Despite objections from some quarters in the community, city officials adopt a proprietary attitude towards the remains, insisting that the preserved body be displayed in the town Historical Society building. An exhibit is prepared and opens to the public in early summer. The mermaid appears in an Aquarama seated on the large rock surrounded by seaweed. The figure is posed with one arm raised and her long luxurious blond hair only partially concealing her breasts. There is something strangely exotic about her face. Though a few visitors feel the mermaid is unsuitable for public viewing, the exhibit proves immensely popular. Mermaid mania begins to take hold.
The captain of the swim team arranges a pool party in the mermaid's honor. The female attendees dress in mermaid attire, some of whom go topless. Mermaid parties become endemic. Costumes dubbed "Mermaidini" are designed to emulate the little mermaid.

The community divides into defenders of mermaid worship and those who object to the sexualizing of the sea creature.
Mermaid sightings proliferate; ocean swimmers report being approached by mermaids.
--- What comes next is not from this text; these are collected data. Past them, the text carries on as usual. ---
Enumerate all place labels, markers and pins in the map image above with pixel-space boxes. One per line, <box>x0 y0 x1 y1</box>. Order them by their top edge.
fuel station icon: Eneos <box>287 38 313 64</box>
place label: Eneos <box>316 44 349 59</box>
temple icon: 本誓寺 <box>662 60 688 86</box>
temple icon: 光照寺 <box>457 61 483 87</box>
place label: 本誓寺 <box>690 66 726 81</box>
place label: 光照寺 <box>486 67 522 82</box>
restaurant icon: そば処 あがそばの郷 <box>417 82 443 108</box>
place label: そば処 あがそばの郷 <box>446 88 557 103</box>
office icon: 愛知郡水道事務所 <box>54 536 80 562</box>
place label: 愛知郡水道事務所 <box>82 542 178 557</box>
A mass hysteria develops in which mermaids are believed to interact with humans everywhere. Bizarre manifestations of mermaid yearning appear: Women have their lower extremities tattooed to resemble fish scales. When another mermaid is reported to have washed up on shore, it turns out to be a hoax arranged by a few college students.
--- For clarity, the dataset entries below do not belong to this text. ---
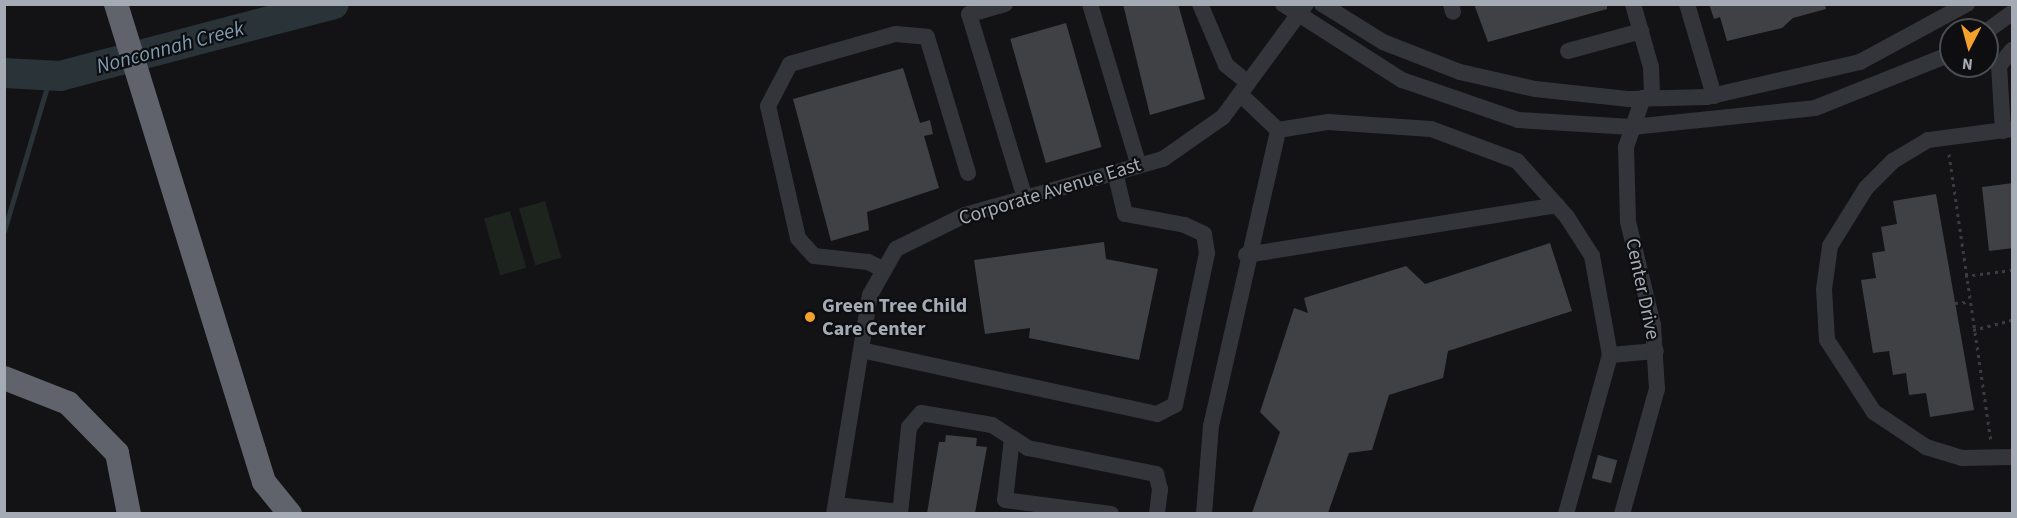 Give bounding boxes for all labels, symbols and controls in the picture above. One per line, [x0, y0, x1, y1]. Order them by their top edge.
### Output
water label: Nonconnah Creek [93, 15, 247, 79]
north arrow [1939, 18, 1999, 78]
text: N [1961, 52, 1974, 75]
street label: Corporate Avenue East [956, 153, 1144, 231]
street label: Center Drive [1620, 236, 1664, 342]
place label: Green Tree Child Care Center [822, 294, 967, 341]
marker: Green Tree Child Care Center [803, 310, 817, 324]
As the body of the mermaid in the display aquarama begins to decay, enthusiasm for her also wanes, but a troubling sense of loss persists.
One day, the mermaid disappears; her remains have reportedly been transported to the Smithsonian Institution. Some believe that she actually was resurrected and escaped back to the sea:

Whether she had smashed the glass and escaped alone to the water, or been aided by unknown forces in the night, who could say? The important thing was that she was out of human hands; she was back in her true element.

==Critical appraisal==
Millhauser, in an interview with NPRs Arun Rath, provides a plot sketch for "Mermaid Fever", for a work that Arun includes among her "favorite stories" in the collection:

A mermaid has washed-up on the shore of a small Connecticut town and is first suspected of not being a mermaid. Scientific tests are done; it is a mermaid. Crowds come and look at it. The story studies the effect of this odd, unreal, but scientifically-approved creature that is simply sitting there—a dead, affirmed mermaid.

Tania James at the New York Times calls the story "sharp, often hilarious"—"wistful and warped, comic and chilling—that by story's end, feel as intimate as our own reflections."

== Sources ==
- James, Tania. 2015. 'Voices in the Night,' by Steven Millhauser. New York Times, May 15, 2015.https://www.nytimes.com/2015/05/17/books/review/voices-in-the-night-by-steven-millhauser.html Accessed 11 April 2025.
- Millhauser, Steven. 2015. Voices in the Night: Stories. Alfred A. Knopf, New York.
- Miner, Valerie. 2019. Book Review: 'Voices in the Night' by Steven Millhaus. Chicago Tribune, May 9, 2019. https://www.chicagotribune.com/2015/04/09/review-voices-in-the-night-by-steven-millhauser/ Accessed 12 May 2025.
- Rath, Arun. 2015. Unsettling Tales Of Strange Suburbia Echo Through "The Night." National Public Radio. April 19, 2015. https://www.npr.org/transcripts/399594981?ft=nprml&f=314617868 Accessed 10 May 2025.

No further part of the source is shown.